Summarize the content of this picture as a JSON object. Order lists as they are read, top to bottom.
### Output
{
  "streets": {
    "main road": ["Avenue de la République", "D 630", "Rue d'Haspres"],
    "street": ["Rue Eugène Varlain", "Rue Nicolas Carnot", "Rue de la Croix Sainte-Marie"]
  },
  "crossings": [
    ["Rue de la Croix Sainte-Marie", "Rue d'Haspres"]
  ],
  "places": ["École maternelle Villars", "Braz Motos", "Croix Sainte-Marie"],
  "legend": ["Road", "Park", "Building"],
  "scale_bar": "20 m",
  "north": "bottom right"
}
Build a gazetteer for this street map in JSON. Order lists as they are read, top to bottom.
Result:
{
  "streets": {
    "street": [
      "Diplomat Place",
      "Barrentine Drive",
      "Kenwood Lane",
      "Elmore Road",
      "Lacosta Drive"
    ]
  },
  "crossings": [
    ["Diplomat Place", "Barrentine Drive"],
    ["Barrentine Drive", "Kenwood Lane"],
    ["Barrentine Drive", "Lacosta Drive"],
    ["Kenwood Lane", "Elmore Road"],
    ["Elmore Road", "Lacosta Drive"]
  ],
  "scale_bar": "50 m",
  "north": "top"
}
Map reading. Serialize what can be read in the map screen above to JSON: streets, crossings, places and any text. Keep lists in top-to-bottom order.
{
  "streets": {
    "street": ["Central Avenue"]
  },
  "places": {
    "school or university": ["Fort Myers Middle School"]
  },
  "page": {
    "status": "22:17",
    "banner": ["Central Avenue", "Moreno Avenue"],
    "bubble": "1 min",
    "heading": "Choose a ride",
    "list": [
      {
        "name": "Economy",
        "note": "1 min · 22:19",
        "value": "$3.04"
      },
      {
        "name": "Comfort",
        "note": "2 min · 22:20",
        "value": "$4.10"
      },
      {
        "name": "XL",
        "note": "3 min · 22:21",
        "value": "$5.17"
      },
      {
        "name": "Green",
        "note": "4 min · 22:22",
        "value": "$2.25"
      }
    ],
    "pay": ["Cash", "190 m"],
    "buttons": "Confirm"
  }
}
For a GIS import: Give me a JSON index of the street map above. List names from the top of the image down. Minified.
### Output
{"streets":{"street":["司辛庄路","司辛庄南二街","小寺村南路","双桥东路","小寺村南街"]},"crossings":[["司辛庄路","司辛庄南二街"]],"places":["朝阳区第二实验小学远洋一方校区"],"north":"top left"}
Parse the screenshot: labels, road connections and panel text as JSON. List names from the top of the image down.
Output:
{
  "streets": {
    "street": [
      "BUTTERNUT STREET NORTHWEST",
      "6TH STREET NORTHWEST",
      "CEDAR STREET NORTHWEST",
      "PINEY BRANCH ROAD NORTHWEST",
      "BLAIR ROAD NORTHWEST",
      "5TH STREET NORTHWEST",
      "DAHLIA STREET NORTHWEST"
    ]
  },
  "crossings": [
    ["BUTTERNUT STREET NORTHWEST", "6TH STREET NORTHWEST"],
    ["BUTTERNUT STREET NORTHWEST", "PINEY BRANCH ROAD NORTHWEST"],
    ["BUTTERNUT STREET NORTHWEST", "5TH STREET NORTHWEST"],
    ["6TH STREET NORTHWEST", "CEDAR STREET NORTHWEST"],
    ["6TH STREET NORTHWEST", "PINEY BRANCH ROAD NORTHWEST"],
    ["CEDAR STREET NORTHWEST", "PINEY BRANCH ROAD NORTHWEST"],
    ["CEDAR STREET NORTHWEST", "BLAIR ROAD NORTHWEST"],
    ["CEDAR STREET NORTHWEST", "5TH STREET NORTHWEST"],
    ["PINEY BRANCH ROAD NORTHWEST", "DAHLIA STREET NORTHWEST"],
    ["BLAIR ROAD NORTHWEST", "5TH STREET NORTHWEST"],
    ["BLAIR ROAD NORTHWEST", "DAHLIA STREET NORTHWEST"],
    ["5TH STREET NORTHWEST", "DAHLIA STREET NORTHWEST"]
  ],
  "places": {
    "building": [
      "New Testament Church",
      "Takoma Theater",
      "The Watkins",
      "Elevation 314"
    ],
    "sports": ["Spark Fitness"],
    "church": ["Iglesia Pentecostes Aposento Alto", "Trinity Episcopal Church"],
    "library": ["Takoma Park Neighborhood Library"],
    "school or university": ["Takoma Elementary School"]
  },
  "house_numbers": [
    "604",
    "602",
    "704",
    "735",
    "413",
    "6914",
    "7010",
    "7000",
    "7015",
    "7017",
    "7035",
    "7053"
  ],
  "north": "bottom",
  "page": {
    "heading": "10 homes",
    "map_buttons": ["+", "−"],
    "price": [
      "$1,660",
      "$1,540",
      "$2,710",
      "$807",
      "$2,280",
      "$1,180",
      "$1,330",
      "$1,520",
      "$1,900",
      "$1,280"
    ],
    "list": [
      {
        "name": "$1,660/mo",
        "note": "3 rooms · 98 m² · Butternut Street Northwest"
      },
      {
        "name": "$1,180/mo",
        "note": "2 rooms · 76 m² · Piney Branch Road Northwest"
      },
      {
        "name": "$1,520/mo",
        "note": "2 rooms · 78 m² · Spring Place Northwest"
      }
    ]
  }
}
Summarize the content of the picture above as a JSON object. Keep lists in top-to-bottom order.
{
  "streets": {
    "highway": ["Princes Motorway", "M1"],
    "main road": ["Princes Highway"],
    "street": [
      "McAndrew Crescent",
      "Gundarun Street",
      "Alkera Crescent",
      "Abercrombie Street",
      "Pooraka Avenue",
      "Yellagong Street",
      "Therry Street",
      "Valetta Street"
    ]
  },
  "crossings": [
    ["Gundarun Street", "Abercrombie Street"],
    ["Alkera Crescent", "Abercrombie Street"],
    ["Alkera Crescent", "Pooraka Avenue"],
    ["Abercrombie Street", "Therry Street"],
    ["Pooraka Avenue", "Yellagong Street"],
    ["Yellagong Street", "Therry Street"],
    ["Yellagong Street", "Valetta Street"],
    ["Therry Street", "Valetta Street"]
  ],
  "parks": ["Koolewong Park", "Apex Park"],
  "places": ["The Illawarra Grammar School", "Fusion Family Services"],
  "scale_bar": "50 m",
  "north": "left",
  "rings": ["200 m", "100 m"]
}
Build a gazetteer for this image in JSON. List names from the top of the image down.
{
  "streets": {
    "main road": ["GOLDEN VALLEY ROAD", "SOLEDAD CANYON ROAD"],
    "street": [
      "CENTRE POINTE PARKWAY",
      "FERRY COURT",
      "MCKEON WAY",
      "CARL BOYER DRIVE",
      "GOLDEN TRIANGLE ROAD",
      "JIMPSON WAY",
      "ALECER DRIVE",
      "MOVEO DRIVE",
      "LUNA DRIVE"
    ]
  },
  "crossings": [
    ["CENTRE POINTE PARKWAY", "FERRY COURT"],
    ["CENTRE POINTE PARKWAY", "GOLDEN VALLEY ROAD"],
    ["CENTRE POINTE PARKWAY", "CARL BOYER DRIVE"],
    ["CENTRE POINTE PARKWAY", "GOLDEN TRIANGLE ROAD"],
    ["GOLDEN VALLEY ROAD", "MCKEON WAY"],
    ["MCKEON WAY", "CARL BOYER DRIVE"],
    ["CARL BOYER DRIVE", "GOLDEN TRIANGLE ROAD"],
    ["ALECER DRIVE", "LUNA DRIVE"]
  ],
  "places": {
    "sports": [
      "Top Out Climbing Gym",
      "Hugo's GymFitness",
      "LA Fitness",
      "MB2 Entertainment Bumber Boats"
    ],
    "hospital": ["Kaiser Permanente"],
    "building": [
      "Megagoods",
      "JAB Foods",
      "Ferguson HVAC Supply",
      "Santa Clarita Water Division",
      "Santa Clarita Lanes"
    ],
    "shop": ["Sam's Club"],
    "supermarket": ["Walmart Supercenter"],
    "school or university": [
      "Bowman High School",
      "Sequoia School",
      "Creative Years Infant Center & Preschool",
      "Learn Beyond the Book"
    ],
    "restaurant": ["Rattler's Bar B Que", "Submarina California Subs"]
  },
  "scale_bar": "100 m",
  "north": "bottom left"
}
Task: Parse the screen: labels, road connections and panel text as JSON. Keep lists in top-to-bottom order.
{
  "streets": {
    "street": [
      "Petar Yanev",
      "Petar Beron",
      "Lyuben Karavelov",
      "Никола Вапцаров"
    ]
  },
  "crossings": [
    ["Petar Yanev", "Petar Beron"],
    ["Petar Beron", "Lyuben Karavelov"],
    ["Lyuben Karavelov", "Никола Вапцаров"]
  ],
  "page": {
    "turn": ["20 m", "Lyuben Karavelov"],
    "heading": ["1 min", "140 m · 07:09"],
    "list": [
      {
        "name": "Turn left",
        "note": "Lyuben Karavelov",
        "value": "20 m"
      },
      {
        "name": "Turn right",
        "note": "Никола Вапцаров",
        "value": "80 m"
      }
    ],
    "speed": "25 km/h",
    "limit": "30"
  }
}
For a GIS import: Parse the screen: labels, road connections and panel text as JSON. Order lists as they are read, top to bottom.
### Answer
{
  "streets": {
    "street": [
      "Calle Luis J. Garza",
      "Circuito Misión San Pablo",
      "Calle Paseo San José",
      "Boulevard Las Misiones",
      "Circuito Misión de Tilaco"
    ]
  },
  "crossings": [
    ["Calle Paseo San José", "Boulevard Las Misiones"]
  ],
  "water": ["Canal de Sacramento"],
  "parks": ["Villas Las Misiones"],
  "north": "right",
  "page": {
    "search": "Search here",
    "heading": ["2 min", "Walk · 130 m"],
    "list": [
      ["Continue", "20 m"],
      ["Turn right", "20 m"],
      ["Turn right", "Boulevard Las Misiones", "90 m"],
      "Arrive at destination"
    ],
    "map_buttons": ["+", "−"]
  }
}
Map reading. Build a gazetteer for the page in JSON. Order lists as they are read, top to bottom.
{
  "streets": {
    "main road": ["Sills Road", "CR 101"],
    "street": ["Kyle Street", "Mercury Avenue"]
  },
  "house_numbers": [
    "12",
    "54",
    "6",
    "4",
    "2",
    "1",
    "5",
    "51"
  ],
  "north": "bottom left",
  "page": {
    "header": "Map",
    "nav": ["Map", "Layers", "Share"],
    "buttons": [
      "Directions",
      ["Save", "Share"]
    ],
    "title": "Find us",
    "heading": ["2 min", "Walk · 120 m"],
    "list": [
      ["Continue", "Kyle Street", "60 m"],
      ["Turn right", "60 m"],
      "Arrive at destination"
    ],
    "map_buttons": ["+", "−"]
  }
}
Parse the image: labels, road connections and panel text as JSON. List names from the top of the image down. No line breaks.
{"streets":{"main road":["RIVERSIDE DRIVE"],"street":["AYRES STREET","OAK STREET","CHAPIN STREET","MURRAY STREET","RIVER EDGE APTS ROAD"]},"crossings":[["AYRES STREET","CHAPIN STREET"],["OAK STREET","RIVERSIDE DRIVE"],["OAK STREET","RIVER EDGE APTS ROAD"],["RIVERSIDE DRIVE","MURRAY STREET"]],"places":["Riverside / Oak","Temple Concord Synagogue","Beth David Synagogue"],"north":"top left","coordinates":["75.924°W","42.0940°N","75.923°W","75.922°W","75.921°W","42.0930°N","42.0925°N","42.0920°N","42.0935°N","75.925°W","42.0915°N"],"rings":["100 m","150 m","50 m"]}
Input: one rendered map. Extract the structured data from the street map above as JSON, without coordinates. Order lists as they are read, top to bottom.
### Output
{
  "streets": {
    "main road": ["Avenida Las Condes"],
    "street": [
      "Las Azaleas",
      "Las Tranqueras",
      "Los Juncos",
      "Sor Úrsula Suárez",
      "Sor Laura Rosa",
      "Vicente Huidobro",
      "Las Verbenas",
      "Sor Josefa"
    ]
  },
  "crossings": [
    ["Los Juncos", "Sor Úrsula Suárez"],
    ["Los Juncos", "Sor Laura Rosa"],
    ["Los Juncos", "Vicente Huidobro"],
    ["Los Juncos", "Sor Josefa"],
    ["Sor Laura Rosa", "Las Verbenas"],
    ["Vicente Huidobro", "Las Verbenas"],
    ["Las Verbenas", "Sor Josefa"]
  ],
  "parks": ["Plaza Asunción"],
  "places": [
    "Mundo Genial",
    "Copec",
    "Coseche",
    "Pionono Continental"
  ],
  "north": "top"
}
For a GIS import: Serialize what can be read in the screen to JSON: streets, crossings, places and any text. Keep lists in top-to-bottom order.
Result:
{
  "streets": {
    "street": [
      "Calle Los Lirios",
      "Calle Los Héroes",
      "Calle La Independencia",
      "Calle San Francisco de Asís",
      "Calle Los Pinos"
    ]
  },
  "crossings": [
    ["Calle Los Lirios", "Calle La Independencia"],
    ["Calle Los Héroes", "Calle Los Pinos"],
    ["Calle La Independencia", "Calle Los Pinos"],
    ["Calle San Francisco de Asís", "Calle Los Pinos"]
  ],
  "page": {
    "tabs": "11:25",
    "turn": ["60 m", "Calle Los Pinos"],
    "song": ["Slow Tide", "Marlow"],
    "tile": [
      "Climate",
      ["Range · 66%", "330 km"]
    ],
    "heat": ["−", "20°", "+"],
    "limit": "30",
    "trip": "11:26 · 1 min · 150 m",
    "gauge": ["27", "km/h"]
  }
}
※ ※ ※
▶ AIM OF THE EXERCISE
Exactly as they stand, please print the lines from the first line of the records above down to the line that includes "Build a gazetteer for this street", both of those included and no others.

▶ RESULT
Summarize the content of this picture as a JSON object. Order lists as they are read, top to bottom.
### Output
{
  "streets": {
    "main road": ["Avenue de la République", "D 630", "Rue d'Haspres"],
    "street": ["Rue Eugène Varlain", "Rue Nicolas Carnot", "Rue de la Croix Sainte-Marie"]
  },
  "crossings": [
    ["Rue de la Croix Sainte-Marie", "Rue d'Haspres"]
  ],
  "places": ["École maternelle Villars", "Braz Motos", "Croix Sainte-Marie"],
  "legend": ["Road", "Park", "Building"],
  "scale_bar": "20 m",
  "north": "bottom right"
}
Build a gazetteer for this street map in JSON. Order lists as they are read, top to bottom.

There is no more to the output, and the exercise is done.